EXERCISE PROMPT =
Copy all the lines of the data that include the word "secondary".

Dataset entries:
-.-.-
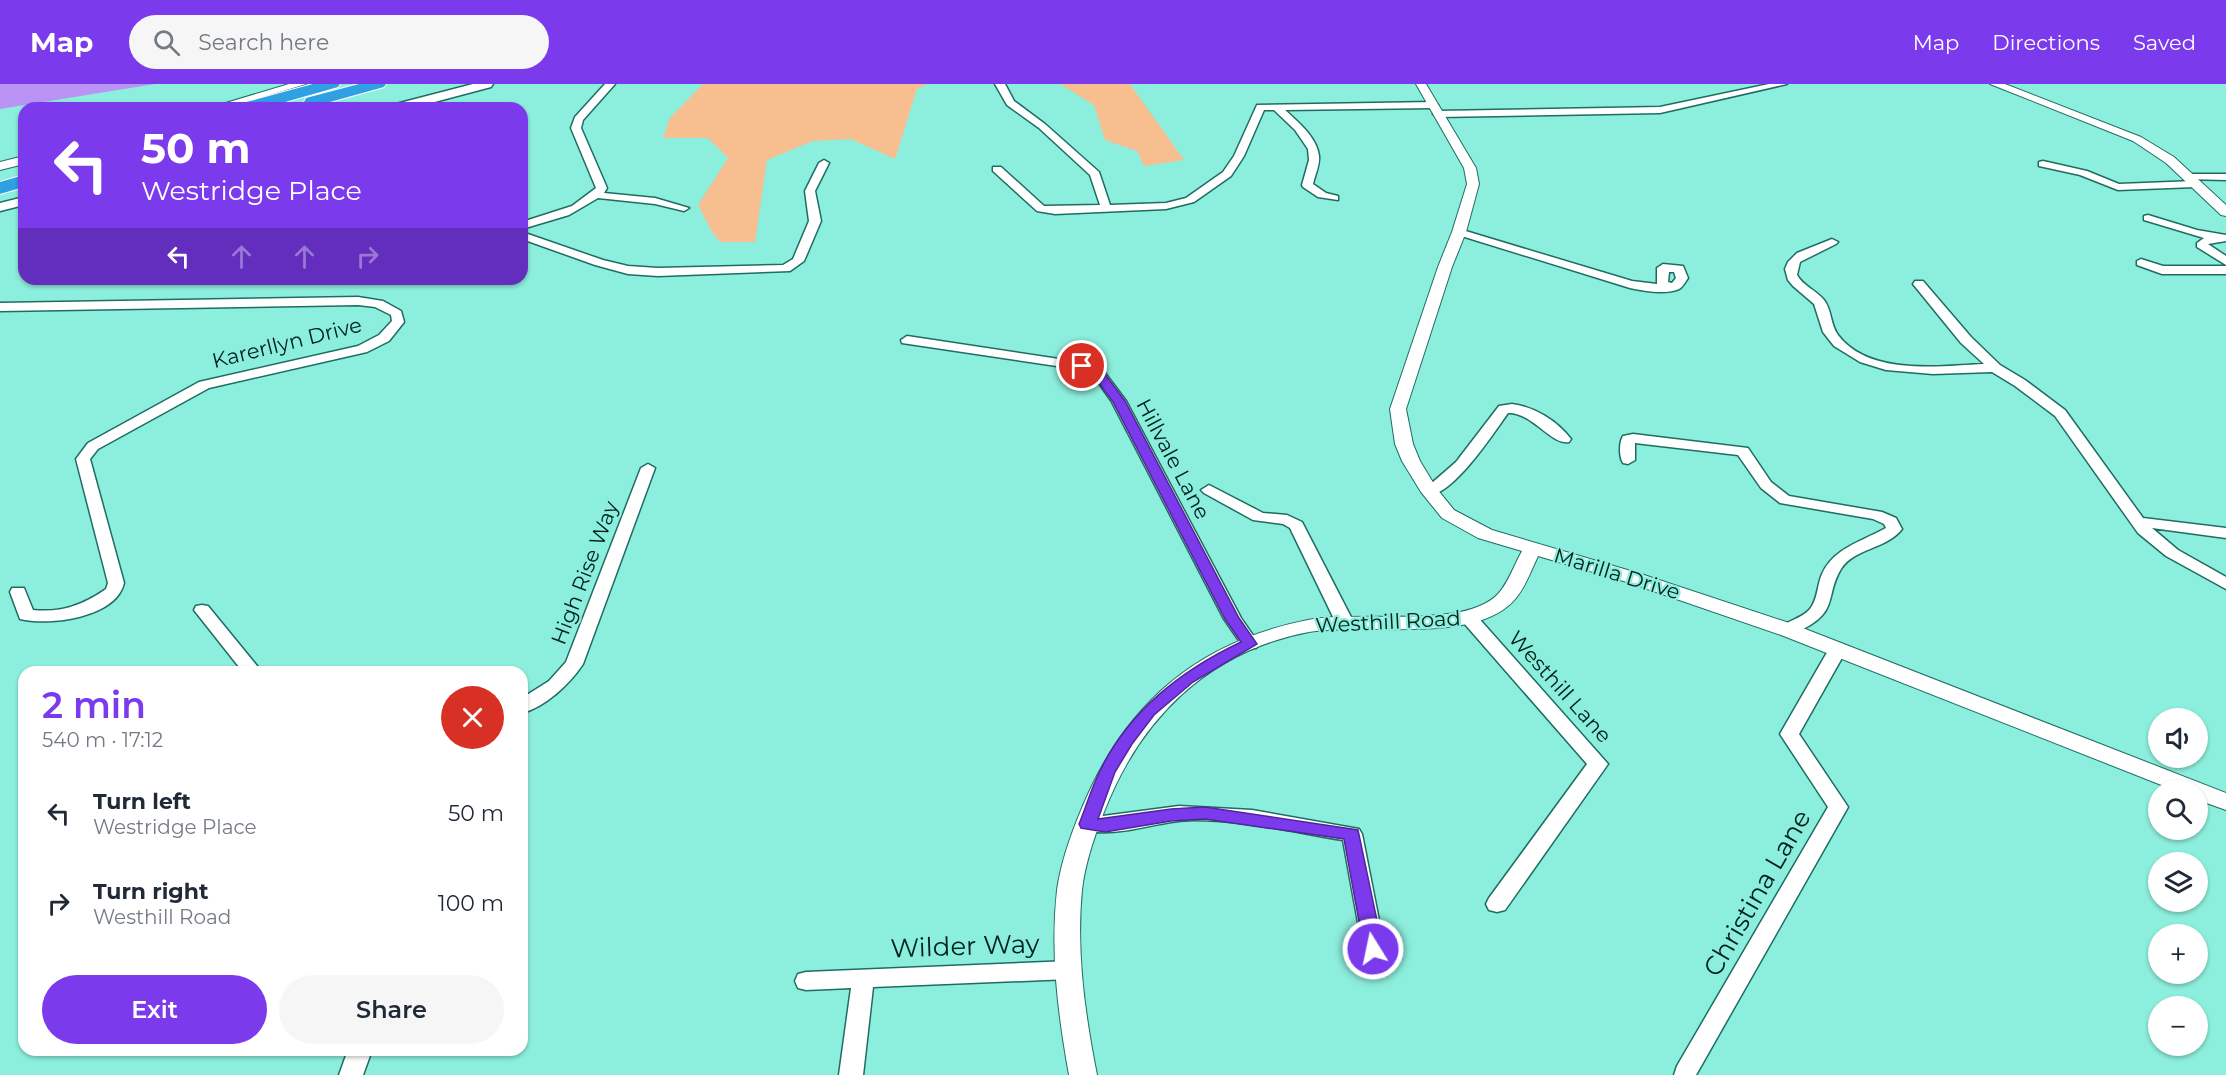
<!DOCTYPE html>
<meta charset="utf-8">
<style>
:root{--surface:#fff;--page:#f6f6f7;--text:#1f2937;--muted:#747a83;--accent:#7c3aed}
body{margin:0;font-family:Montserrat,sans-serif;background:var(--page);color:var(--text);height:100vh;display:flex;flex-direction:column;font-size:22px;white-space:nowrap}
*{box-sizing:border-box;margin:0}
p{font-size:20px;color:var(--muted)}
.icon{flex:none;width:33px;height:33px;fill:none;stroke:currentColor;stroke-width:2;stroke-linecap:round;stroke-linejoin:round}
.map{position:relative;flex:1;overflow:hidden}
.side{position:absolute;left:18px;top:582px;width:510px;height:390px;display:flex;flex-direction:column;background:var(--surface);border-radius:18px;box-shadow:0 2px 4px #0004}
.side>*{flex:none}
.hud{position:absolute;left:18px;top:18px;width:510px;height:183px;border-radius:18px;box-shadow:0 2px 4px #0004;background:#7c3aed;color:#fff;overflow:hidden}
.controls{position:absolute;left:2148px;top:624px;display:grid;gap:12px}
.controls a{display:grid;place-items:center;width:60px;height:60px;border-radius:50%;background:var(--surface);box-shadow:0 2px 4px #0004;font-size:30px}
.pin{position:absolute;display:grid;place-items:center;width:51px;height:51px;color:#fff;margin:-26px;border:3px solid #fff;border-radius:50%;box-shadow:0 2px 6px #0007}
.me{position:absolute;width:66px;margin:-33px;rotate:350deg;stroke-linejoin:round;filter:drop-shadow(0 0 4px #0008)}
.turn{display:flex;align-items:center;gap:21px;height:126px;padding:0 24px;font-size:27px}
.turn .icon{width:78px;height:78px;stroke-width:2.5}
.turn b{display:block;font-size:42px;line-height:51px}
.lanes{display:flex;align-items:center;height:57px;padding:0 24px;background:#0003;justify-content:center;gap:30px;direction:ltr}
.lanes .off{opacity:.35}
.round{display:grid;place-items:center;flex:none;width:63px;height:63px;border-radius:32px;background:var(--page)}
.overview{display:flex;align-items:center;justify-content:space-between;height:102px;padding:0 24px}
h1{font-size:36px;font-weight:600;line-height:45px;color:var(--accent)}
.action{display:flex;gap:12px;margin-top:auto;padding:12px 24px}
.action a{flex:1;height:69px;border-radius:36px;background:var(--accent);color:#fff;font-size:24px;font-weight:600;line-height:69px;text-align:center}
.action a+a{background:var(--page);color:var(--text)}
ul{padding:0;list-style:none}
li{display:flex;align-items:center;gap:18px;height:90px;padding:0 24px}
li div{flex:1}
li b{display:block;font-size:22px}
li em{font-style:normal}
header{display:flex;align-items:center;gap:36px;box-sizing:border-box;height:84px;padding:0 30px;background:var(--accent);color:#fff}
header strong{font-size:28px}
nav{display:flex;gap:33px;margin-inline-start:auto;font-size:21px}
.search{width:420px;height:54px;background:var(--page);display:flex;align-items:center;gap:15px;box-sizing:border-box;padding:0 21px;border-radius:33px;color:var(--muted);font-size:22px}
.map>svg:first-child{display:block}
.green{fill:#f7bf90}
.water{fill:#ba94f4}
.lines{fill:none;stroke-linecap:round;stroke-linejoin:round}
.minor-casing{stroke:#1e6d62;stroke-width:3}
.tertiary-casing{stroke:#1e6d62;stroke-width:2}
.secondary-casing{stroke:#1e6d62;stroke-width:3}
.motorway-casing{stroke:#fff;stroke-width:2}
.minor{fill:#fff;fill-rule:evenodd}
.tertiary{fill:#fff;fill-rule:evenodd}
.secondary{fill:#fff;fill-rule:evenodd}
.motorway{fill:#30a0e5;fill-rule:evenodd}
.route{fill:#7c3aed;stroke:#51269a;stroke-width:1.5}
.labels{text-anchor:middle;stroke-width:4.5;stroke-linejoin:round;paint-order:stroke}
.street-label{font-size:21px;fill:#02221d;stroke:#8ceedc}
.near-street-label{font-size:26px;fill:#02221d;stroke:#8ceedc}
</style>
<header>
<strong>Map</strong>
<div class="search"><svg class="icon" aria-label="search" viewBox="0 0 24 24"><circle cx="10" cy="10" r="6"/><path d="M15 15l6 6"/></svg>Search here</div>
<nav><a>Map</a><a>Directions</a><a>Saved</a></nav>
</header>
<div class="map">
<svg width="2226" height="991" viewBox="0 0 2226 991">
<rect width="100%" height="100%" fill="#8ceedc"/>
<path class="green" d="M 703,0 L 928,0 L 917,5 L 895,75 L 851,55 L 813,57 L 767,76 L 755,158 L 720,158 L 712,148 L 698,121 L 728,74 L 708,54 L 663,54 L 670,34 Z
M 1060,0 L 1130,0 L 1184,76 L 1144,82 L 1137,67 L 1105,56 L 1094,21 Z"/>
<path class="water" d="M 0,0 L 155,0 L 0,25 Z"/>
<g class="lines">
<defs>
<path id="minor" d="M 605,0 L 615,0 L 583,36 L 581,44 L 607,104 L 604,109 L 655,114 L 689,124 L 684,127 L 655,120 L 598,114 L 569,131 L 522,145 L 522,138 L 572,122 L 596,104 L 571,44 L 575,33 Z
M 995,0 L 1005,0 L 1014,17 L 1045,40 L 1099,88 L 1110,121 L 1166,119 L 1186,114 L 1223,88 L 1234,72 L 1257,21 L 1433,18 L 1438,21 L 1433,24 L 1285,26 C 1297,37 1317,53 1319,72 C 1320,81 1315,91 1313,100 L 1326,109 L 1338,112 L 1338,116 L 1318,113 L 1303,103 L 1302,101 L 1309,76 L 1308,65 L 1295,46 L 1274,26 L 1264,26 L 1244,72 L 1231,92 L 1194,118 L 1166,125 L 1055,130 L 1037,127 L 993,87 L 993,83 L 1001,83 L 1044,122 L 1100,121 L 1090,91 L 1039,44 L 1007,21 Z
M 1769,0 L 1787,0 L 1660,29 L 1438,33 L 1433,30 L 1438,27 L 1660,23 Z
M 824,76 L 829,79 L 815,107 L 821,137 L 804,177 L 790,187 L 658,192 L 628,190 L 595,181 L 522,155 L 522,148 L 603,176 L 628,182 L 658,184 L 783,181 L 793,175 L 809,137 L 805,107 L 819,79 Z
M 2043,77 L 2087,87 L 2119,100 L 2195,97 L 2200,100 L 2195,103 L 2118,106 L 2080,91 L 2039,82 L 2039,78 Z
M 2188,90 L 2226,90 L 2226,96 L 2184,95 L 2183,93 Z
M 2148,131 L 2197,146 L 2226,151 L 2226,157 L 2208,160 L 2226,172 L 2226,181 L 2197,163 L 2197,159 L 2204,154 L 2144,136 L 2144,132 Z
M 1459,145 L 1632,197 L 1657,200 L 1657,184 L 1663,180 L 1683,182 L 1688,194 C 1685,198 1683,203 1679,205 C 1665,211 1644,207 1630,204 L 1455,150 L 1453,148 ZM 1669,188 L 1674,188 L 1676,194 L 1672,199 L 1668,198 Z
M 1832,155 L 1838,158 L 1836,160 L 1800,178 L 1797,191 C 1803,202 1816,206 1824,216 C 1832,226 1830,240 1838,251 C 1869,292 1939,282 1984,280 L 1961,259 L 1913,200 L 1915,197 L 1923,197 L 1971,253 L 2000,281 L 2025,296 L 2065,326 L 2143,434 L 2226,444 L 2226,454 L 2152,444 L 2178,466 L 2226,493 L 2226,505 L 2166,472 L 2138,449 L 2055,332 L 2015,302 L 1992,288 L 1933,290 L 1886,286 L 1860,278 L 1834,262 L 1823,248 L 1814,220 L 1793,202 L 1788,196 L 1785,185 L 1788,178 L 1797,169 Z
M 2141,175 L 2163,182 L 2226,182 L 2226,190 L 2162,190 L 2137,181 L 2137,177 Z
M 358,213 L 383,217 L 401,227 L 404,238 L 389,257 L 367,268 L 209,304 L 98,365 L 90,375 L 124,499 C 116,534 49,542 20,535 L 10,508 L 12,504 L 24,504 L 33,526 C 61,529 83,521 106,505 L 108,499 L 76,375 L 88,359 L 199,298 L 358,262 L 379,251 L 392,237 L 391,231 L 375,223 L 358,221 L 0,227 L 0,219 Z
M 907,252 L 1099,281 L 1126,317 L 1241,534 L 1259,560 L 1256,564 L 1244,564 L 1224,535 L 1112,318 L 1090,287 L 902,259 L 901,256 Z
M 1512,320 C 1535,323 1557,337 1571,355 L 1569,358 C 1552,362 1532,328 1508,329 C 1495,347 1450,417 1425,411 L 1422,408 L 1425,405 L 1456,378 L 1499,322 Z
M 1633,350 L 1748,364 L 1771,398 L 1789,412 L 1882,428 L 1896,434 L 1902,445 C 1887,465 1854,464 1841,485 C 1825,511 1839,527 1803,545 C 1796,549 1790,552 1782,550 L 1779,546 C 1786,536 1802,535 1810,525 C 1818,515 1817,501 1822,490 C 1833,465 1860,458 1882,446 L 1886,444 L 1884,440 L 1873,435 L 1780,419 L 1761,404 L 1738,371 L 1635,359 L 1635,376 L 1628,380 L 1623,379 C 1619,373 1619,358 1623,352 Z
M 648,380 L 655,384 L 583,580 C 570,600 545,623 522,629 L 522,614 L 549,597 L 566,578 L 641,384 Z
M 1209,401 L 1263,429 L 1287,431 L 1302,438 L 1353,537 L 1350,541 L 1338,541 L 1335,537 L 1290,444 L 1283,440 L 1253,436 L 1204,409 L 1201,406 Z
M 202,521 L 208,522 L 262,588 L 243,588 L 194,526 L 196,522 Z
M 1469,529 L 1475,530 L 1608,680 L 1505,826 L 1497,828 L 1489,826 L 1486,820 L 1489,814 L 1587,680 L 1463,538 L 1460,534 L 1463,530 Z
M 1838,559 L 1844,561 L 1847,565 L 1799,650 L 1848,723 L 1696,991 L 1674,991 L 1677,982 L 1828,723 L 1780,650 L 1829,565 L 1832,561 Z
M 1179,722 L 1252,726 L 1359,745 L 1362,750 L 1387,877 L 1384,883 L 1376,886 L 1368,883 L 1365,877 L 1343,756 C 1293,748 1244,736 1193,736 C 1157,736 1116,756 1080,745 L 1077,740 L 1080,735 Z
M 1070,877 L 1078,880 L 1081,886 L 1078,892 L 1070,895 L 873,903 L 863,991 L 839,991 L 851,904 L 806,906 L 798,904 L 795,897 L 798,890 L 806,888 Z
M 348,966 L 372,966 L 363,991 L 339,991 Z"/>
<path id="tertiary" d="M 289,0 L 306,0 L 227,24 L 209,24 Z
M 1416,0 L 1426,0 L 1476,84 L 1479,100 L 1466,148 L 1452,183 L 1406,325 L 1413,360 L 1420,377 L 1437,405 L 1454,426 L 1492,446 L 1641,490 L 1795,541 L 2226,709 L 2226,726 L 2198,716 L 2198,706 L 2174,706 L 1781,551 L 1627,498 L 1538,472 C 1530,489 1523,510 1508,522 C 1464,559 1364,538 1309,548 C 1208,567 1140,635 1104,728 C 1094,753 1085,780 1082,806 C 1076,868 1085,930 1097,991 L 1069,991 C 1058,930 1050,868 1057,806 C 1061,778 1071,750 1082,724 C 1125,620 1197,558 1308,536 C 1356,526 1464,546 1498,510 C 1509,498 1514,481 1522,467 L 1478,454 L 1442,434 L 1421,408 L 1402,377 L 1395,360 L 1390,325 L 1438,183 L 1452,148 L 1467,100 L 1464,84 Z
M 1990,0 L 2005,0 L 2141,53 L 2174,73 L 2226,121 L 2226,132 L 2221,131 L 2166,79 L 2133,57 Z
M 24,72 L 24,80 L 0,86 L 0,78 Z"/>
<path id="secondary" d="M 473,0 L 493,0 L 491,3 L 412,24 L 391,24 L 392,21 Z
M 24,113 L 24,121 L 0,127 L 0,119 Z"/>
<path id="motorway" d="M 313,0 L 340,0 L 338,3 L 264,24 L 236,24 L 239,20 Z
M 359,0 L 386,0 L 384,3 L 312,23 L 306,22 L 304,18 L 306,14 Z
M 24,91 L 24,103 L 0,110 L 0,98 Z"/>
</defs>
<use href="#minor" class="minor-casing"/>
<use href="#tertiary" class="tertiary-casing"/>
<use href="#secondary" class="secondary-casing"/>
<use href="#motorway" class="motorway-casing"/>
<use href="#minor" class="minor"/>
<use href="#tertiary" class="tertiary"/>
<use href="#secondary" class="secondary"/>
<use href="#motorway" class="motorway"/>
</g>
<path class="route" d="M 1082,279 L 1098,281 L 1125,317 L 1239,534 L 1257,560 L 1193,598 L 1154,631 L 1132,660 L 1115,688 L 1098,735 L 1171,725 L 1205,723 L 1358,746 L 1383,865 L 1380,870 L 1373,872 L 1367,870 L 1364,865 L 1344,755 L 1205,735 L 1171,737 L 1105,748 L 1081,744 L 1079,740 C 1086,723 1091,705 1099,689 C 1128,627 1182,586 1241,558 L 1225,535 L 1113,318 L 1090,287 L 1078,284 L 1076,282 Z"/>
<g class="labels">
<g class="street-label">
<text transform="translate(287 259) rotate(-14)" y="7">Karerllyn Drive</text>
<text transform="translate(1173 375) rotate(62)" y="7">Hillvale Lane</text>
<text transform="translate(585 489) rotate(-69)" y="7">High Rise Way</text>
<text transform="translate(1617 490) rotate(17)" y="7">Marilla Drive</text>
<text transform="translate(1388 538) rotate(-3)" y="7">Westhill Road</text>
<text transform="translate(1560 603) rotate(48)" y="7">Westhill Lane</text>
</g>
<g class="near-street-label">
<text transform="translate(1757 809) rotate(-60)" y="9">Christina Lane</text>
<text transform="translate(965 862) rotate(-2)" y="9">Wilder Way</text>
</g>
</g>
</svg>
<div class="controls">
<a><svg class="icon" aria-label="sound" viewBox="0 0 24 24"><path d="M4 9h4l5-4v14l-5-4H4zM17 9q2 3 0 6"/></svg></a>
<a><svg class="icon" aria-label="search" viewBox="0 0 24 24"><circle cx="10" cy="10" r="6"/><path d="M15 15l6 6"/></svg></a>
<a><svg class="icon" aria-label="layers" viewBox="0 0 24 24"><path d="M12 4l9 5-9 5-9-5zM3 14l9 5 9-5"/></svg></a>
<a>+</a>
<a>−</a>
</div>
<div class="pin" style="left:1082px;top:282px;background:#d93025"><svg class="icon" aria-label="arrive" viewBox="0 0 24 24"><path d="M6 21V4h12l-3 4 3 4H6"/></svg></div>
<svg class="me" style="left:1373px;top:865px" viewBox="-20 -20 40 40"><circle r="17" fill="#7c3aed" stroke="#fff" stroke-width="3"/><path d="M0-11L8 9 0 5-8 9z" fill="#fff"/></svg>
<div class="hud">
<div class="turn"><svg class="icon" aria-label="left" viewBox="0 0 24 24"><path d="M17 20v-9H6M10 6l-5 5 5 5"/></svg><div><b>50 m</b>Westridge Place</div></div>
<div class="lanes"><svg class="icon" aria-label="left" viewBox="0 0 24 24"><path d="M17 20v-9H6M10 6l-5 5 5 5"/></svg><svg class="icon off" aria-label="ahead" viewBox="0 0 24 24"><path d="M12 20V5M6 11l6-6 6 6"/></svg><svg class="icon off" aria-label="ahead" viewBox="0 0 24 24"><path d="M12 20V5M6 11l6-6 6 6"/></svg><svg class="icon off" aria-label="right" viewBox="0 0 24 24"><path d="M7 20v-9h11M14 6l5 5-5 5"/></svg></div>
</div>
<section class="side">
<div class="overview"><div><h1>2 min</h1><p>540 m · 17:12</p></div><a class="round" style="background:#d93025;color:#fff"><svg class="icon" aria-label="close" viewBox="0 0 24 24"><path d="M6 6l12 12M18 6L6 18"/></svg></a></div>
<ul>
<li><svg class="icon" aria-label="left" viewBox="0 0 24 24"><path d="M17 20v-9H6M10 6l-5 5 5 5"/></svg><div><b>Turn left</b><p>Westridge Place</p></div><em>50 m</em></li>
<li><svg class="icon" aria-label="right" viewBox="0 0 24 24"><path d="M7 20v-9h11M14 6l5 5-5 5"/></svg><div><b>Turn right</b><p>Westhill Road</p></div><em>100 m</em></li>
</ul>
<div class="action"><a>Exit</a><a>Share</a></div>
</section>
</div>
-.-.-
TASK RESPONSE =
.secondary-casing{stroke:#1e6d62;stroke-width:3}
.secondary{fill:#fff;fill-rule:evenodd}
<path id="secondary" d="M 473,0 L 493,0 L 491,3 L 412,24 L 391,24 L 392,21 Z
<use href="#secondary" class="secondary-casing"/>
<use href="#secondary" class="secondary"/>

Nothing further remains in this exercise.